A especialista em gerência rompeu seu silêncio para dizer que "o Rio vive um
momento muito forte". O país já estava com saudades da precisão de suas mensagens. Mas ela
não parou por aí. Declarou que a ocupação de áreas de risco no Brasil é regra, não exceção.
Esta foi a afirmação destacada nas manchetes - para se ter uma ideia da densidade do discurso
da presidente no meio da catástrofe.
Ao falar em moradias de risco, Dilma fez uma inflexão importante: "Agora vou
defender o presidente Lula." De fato, em meio ao flagelo das enchentes, com suas centenas de
mortos, feridos e desabrigados, era urgente defender o presidente Lula. A presidente passou
então a elogiar as maravilhas do programa Minha Casa, Minha Vida, idealizado por seu
padrinho, como uma espécie de pílula do dia seguinte para os desabamentos: "O Minha Casa,
Minha Vida não investe em área de risco. Nós não incentivamos a população a construir em
área de risco."
Uma informação providencial para uma situação de emergência. Se alguém confundiu
esse discurso com comício populista, cumpre esclarecer ao mau entendedor: isso é pura
sagacidade gerencial.
Dilma respondeu também sobre o problema da lentidão na liberação de verbas para as
áreas devastadas. Explicou que nenhum gestor público está autorizado a não prestar contas de
seus gastos. É realmente fundamental, numa hora dessas, a presidente da República informar
que está proibido o desvio de verbas federais. Coisa de Primeiro Mundo.

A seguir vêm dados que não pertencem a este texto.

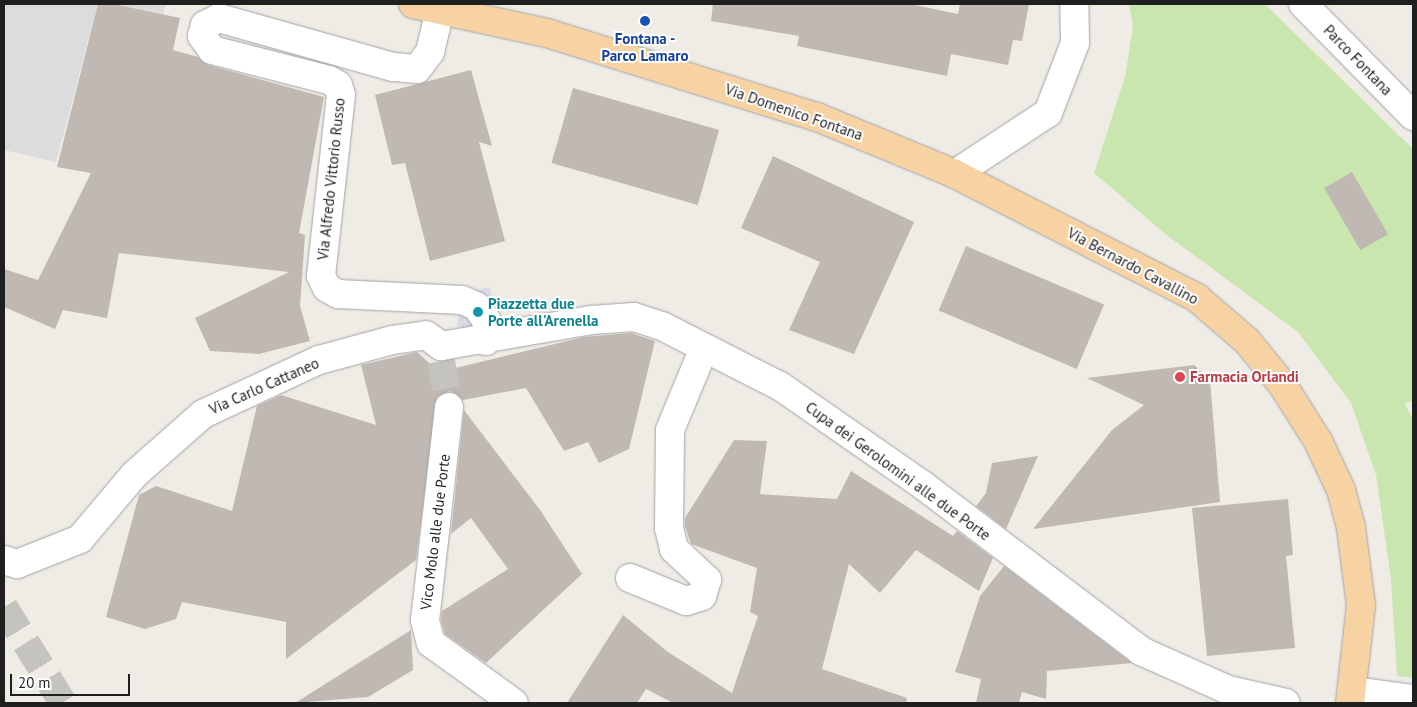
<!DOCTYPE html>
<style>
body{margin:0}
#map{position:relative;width:1417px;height:707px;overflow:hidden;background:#efece6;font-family:"PT Sans",sans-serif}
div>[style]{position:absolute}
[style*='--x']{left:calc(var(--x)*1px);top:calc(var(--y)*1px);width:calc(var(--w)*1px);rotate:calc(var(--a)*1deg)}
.residential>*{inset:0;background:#dddcdc}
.grass>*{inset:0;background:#cae6af}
.plaza>*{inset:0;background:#dadae5}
.building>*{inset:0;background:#c0b8b2;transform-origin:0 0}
.minor-tunnel>*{height:28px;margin-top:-14px;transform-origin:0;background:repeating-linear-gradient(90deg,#c5c3be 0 28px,transparent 0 42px)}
.highway-tunnel>*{height:28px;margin-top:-14px;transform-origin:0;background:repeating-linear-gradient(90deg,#c5c3be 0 28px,transparent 0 42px)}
.roads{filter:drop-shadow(0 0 1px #a3a3a3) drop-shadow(0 0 1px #a3a3a3)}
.minor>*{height:28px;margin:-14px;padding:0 14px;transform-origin:14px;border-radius:14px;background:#fff}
.major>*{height:28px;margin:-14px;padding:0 14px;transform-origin:14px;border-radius:14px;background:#f7d2a3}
.dots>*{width:14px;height:14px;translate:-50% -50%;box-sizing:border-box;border:2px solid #fff;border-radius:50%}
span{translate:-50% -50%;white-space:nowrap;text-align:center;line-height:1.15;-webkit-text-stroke:4px #fff;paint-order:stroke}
.transit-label{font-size:15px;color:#164399;font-weight:700}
.street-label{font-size:15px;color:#1f1f1f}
.culture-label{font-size:15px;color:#0d838f;font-weight:700}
.left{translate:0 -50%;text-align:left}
.health-label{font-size:15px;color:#be3a42;font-weight:700}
.frame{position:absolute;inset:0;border:5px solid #1f1f1f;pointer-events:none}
.scale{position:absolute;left:10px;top:674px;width:120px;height:22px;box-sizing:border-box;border:2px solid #1f1f1f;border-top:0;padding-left:6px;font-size:15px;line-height:18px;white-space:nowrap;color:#1f1f1f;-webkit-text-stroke:4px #fff;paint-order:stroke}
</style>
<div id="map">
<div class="residential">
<i style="clip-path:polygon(4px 4px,98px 4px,56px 162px,4px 150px)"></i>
<i style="clip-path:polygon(114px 4px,166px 4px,163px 14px)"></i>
</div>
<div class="grass">
<i style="clip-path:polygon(1129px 4px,1265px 4px,1413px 149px,1413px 400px,1405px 404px,1413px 419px,1413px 678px,1397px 676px,1391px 579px,1376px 475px,1351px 403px,1298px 332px,1164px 233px,1094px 173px,1125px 77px,1133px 26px)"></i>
</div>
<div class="plaza">
<i style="clip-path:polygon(490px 287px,500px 330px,476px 333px,457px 325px,462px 300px,468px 292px)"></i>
</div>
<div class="building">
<i style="clip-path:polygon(98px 4px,114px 4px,180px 18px,173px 50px,198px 57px,208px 65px,324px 97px,299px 233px,305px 235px,300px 306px,310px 341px,259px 354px,210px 351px,195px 318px,289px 272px,119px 253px,107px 318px,63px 310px,55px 329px,4px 307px,4px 269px,38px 280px,91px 173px,57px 167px)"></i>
<i style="clip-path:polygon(713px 4px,910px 4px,958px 14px,960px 4px,1029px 4px,1022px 41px,1013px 40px,1008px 65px,951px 54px,947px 76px,797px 46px,799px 36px,711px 21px)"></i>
<i style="clip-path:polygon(471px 70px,492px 146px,479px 142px,505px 241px,430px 261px,405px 163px,392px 165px,375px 95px)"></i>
<i style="left:573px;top:88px;width:152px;height:78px;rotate:16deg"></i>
<i style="clip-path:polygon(773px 156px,914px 222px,854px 354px,789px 330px,820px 262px,741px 228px)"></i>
<i style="left:1352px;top:172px;width:72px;height:32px;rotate:60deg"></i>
<i style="left:966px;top:246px;width:150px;height:70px;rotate:23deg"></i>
<i style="clip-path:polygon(631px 333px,655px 341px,629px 449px,599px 463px,588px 442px,564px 451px,526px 388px,463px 400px,450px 391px,437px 397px,416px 560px,286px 659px,286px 622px,182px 602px,176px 619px,145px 629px,106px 617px,139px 495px,156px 486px,232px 511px,257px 406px,281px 395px,376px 425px,361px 365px,417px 352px,439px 372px,584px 337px)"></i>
<i style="clip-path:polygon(1194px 365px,1210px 380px,1220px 502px,1033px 529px,1112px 430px,1144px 405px,1087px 378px)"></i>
<i style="clip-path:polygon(464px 410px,540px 510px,582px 574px,486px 663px,445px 634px,441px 620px,442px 611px,508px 569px,471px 518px,451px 534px)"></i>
<i style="clip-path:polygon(734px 440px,767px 441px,760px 494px,837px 499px,851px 471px,953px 536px,957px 531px,993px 558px,979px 591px,916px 550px,880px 593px,849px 564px,822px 669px,907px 698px,906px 703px,673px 703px,646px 689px,637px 703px,567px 703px,623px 615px,668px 652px,732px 693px,758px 616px,750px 612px,757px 568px,691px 544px,685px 526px,685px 518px)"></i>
<i style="clip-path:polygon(1038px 456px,1006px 529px,976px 506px,986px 493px,992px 463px)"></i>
<i style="clip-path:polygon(1288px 499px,1293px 555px,1286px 556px,1295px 648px,1207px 656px,1192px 508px)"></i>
<i style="clip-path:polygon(1004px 566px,1132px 663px,1047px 671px,1046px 699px,1022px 692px,1019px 703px,976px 703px,981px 679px,955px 672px,980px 596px)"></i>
<i style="clip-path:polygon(411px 630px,413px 670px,368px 697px,295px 703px)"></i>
</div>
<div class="minor-tunnel">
<i style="--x:441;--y:361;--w:47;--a:80.1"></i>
</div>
<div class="highway-tunnel">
<i style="--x:4;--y:607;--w:113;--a:58.4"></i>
</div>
<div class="roads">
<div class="minor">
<i style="--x:1303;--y:4;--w:157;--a:45.5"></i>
<i style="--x:440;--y:10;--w:43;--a:103.4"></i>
<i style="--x:430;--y:52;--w:21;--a:127"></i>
<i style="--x:417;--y:69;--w:24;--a:-175"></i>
<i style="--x:393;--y:67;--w:181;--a:-164.3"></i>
<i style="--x:219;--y:18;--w:16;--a:153"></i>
<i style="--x:205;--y:25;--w:11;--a:105"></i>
<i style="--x:202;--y:36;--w:17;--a:54"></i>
<i style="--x:212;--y:50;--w:121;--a:14.4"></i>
<i style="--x:329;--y:80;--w:10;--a:29"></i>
<i style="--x:338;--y:85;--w:10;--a:73"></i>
<i style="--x:341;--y:95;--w:182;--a:96.3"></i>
<i style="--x:321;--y:276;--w:13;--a:63"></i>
<i style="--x:327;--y:288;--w:13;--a:29"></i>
<i style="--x:338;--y:294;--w:124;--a:2.8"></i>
<i style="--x:462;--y:300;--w:15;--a:23"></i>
<i style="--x:476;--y:306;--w:19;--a:54"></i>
<i style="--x:487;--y:321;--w:20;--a:93"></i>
<i style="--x:955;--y:174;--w:111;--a:-33.3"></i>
<i style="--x:1048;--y:113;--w:75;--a:-68.9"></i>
<i style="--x:1075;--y:43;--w:39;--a:-91"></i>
<i style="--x:449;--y:407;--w:215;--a:96.4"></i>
<i style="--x:425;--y:621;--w:23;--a:75"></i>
<i style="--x:431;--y:643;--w:102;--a:35.9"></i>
<i style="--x:4;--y:560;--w:14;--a:17"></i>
<i style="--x:17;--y:564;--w:68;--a:-21.6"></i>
<i style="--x:80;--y:539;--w:85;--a:-49.8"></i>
<i style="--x:135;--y:474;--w:91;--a:-41.4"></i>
<i style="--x:203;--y:414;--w:128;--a:-25"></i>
<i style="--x:319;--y:360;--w:76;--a:-15.3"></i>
<i style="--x:392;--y:340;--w:34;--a:-8"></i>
<i style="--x:426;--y:335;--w:19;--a:36"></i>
<i style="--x:441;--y:346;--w:152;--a:-9.8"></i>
<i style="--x:591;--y:320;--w:43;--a:-4"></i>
<i style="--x:634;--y:317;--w:29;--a:18"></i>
<i style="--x:662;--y:326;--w:132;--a:27"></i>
<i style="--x:780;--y:386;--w:175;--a:34.8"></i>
<i style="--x:924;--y:486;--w:273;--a:37.2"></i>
<i style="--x:1141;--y:651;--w:95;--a:24.1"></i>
<i style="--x:1228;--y:690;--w:59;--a:12.6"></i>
<i style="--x:630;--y:578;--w:61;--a:22.3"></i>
<i style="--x:686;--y:601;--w:17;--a:-17"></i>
<i style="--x:702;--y:596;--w:17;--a:-73"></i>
<i style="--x:707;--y:580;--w:45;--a:-136.8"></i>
<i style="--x:674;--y:549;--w:22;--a:-103"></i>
<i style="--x:669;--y:528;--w:98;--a:-89.4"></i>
<i style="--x:670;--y:430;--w:89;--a:-67.5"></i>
<i style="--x:1353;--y:691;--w:61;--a:7.6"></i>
</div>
<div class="major">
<i style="--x:413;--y:4;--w:137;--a:12.2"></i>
<i style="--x:547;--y:33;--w:283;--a:17.3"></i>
<i style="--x:817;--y:117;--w:149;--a:22.4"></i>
<i style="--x:955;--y:174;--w:272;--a:27.1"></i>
<i style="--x:1197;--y:298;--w:66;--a:40.7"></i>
<i style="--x:1247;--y:341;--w:55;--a:50.9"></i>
<i style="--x:1282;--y:384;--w:67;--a:57.7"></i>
<i style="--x:1318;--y:441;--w:54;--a:64.9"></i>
<i style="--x:1341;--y:490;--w:39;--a:75"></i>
<i style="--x:1351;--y:528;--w:78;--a:82.6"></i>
<i style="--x:1361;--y:605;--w:99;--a:96.4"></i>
</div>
</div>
<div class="dots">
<i style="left:645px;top:21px;background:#1a4fb4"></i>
<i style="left:478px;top:312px;background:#0f9aa8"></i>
<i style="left:1180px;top:377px;background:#e0444e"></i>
</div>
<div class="transit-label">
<span style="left:645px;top:47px">Fontana -<br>Parco Lamaro</span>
</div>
<div class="street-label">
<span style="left:1358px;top:60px;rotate:46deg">Parco Fontana</span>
<span style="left:794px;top:112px;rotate:19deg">Via Domenico Fontana</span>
<span style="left:331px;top:179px;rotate:-84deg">Via Alfredo Vittorio Russo</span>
<span style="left:1133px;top:266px;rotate:28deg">Via Bernardo Cavallino</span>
<span style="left:264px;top:386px;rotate:-24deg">Via Carlo Cattaneo</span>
<span style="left:898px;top:471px;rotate:36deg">Cupa dei Gerolomini alle due Porte</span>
<span style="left:435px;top:532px;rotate:-83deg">Vico Molo alle due Porte</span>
</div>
<div class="culture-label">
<span class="left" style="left:488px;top:312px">Piazzetta due<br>Porte all'Arenella</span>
</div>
<div class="health-label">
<span class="left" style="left:1190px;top:377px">Farmacia Orlandi</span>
</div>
<div class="frame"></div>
<div class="scale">20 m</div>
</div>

Completando a ação implacável do novo governo, quatro ministros de Estado subiram
ao palco da tragédia para falar ao país. Liderados pelo irrevogável Aloizio Mercadante,
ministro de Ciência e Tecnologia, eles leram uma lista de boas intenções extraídas de um
seminário meteorológico de um ano atrás. Segundo Mercadante, daqui a quatro anos um
sistema nacional de prevenção de catástrofes estará pronto, irrevogavelmente. E, daqui a dez
anos, uns 20% dos que morreram agora não morrerão mais. Um papo solto, sem stress, para
tranquilizar o pessoal da serra.
Com tanta eficiência, essa junta liderada por Mercadante poderia dar uma força ao
ministro da Educação na tragédia do Enem - onde o número de vítimas também não para de
crescer. Se não for possível, ao menos os estudantes desabrigados e os sem-universidade
poderão se orgulhar de ser governados por uma especialista em gerência.
Ao resto dos brasileiros, especialmente depois do pronunciamento histórico da
presidente durante a enxurrada, o melhor é continuar louvando o seu silêncio.
Na vida real, vale o ditado: de onde menos espera é que não vem nada mesmo.